Task to carry out:
Retype word for word the lines of the data below, from the first to the one bearing "display:flex; align-items:center; gap:10px;", with that one included.

(Stored data entries)
....

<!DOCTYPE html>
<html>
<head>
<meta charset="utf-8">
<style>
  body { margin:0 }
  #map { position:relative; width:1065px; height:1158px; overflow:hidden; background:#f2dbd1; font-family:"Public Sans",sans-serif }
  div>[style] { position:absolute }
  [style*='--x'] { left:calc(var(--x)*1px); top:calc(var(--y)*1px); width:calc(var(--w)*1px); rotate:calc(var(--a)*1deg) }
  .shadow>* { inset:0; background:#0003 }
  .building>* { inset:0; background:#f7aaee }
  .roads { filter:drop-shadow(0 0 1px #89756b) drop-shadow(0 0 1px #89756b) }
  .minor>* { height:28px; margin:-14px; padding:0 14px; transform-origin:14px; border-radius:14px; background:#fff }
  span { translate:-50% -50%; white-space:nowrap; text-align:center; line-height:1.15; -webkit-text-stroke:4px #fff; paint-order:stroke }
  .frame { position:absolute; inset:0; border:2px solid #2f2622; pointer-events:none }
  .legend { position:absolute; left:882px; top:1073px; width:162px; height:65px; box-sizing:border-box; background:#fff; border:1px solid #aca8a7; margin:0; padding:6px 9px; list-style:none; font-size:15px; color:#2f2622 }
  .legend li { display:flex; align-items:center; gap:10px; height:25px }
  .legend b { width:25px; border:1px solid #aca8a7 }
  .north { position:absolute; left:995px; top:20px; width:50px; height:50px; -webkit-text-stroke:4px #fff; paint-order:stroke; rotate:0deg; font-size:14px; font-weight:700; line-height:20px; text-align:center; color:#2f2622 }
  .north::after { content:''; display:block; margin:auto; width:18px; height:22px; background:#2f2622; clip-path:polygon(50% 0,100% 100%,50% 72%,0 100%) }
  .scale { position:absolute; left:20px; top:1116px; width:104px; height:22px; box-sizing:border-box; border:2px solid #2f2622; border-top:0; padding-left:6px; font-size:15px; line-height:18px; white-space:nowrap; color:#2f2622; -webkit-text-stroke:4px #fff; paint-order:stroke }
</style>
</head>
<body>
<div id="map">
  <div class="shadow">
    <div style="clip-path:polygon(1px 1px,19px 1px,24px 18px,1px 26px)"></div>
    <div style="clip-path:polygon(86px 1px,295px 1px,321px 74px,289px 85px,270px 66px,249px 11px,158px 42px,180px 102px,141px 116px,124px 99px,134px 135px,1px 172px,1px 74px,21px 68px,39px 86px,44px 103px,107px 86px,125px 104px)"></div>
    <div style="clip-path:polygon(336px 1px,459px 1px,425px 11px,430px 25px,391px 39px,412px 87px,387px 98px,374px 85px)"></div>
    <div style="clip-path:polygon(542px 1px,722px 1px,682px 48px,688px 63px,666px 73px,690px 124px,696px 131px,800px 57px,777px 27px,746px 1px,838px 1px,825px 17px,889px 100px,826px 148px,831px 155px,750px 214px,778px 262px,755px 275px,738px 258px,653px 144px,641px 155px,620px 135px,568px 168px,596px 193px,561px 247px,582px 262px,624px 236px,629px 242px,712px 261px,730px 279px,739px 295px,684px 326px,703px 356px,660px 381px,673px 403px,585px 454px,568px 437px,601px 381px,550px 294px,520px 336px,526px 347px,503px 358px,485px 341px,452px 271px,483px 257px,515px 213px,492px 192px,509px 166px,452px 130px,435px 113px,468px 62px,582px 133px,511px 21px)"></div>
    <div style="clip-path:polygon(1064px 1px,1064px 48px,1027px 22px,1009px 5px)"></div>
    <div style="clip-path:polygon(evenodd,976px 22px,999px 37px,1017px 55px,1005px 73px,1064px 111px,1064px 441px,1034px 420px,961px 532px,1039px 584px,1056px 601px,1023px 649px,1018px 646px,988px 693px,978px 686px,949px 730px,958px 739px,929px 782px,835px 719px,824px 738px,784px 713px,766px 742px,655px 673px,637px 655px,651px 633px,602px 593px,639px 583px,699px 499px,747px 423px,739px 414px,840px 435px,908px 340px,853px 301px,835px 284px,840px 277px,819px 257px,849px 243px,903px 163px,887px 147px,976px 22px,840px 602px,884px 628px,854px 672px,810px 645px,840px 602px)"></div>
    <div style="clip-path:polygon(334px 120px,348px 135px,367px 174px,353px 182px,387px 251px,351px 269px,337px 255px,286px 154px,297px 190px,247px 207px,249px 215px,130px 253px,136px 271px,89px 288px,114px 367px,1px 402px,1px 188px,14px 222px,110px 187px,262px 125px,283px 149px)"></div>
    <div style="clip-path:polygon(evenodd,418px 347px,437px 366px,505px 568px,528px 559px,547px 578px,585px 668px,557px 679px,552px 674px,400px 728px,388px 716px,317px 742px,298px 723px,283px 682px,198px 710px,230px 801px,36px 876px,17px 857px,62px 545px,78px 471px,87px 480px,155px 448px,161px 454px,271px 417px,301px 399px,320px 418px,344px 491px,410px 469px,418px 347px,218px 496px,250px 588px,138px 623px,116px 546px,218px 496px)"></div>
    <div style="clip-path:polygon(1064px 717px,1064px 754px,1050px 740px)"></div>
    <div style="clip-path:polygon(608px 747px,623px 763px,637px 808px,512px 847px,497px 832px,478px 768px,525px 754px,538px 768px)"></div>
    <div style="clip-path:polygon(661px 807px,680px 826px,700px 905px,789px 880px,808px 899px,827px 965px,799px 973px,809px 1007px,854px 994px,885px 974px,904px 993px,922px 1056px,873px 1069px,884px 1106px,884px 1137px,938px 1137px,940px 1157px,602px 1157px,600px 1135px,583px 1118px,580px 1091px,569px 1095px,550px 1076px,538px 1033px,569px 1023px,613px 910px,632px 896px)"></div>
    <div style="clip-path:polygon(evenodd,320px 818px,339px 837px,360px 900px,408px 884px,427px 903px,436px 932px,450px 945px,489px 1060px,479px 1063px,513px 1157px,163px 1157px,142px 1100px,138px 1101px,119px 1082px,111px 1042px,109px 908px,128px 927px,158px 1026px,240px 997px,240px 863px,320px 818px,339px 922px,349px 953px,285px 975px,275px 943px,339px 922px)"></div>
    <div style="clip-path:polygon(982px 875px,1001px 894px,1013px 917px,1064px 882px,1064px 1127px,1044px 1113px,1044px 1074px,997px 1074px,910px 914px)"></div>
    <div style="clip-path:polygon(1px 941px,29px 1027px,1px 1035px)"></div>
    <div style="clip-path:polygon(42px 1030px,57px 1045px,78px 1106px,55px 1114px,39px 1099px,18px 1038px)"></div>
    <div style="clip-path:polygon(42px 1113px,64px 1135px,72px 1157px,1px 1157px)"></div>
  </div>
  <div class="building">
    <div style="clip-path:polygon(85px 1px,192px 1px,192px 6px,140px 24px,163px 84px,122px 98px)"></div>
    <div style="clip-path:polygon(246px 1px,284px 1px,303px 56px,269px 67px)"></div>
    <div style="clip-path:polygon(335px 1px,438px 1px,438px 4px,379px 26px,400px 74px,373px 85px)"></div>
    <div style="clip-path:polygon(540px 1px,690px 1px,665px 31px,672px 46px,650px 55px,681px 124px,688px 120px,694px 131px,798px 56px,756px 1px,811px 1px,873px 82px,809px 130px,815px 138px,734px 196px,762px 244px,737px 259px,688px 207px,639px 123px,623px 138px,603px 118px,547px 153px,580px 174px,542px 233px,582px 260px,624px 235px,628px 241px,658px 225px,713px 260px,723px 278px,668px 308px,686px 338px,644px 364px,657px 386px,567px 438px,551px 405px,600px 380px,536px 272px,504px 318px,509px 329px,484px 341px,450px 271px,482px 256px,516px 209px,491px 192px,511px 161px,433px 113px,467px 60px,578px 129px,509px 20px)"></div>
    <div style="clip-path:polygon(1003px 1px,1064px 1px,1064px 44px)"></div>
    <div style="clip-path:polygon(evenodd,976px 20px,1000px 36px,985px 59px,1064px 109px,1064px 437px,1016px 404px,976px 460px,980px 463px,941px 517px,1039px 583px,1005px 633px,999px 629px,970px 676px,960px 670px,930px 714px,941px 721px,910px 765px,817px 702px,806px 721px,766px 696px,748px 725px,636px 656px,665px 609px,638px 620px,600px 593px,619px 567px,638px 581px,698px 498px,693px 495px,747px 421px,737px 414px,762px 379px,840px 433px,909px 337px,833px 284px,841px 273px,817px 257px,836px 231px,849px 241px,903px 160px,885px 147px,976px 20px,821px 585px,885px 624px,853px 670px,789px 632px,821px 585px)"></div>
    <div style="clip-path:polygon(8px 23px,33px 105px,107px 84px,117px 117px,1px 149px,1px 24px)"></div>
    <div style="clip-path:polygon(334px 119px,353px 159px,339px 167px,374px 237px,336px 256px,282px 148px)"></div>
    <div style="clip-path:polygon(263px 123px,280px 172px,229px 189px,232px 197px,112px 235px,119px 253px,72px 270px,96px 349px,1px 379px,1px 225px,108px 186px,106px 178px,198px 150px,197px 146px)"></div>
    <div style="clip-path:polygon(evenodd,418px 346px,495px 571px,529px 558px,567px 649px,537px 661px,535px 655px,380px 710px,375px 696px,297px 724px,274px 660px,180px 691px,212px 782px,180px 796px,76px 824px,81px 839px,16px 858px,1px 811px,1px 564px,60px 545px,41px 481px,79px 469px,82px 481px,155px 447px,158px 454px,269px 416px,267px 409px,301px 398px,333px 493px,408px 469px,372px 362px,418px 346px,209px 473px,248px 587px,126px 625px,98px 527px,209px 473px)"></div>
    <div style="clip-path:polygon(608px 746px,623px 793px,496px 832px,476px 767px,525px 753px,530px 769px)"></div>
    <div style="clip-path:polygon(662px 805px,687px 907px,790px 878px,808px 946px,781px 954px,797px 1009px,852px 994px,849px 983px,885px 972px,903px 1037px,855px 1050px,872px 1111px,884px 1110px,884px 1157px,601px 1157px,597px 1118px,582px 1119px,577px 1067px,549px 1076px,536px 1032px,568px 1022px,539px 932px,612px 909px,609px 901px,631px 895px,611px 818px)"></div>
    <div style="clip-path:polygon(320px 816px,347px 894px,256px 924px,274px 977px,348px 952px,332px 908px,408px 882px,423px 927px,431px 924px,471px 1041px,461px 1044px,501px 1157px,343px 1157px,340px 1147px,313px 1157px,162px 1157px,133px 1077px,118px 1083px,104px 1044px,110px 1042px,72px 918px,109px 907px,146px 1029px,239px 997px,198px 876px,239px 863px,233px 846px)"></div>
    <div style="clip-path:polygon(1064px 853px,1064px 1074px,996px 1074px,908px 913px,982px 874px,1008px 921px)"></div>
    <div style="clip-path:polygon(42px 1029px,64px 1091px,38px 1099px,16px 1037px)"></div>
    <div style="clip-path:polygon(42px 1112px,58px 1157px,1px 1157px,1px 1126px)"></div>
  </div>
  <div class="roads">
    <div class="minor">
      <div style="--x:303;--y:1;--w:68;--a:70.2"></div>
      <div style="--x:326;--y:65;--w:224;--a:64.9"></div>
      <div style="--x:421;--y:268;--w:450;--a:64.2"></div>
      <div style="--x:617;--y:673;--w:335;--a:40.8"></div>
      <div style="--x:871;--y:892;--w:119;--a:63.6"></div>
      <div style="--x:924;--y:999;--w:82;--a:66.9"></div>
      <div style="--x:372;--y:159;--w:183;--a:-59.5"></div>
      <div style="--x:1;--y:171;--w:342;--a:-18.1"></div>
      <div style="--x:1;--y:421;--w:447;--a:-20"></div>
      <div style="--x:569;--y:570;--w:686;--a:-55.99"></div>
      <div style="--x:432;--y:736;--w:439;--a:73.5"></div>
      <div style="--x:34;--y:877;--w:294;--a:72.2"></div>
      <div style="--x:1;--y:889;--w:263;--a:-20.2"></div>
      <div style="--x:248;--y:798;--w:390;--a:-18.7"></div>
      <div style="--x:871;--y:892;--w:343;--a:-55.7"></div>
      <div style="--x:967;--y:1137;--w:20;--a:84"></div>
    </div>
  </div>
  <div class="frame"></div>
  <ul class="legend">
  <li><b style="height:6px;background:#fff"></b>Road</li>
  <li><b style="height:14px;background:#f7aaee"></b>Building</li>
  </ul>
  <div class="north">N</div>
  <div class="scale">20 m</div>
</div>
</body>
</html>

....

Answer to this exercise:
<!DOCTYPE html>
<html>
<head>
<meta charset="utf-8">
<style>
  body { margin:0 }
  #map { position:relative; width:1065px; height:1158px; overflow:hidden; background:#f2dbd1; font-family:"Public Sans",sans-serif }
  div>[style] { position:absolute }
  [style*='--x'] { left:calc(var(--x)*1px); top:calc(var(--y)*1px); width:calc(var(--w)*1px); rotate:calc(var(--a)*1deg) }
  .shadow>* { inset:0; background:#0003 }
  .building>* { inset:0; background:#f7aaee }
  .roads { filter:drop-shadow(0 0 1px #89756b) drop-shadow(0 0 1px #89756b) }
  .minor>* { height:28px; margin:-14px; padding:0 14px; transform-origin:14px; border-radius:14px; background:#fff }
  span { translate:-50% -50%; white-space:nowrap; text-align:center; line-height:1.15; -webkit-text-stroke:4px #fff; paint-order:stroke }
  .frame { position:absolute; inset:0; border:2px solid #2f2622; pointer-events:none }
  .legend { position:absolute; left:882px; top:1073px; width:162px; height:65px; box-sizing:border-box; background:#fff; border:1px solid #aca8a7; margin:0; padding:6px 9px; list-style:none; font-size:15px; color:#2f2622 }
  .legend li { display:flex; align-items:center; gap:10px; height:25px }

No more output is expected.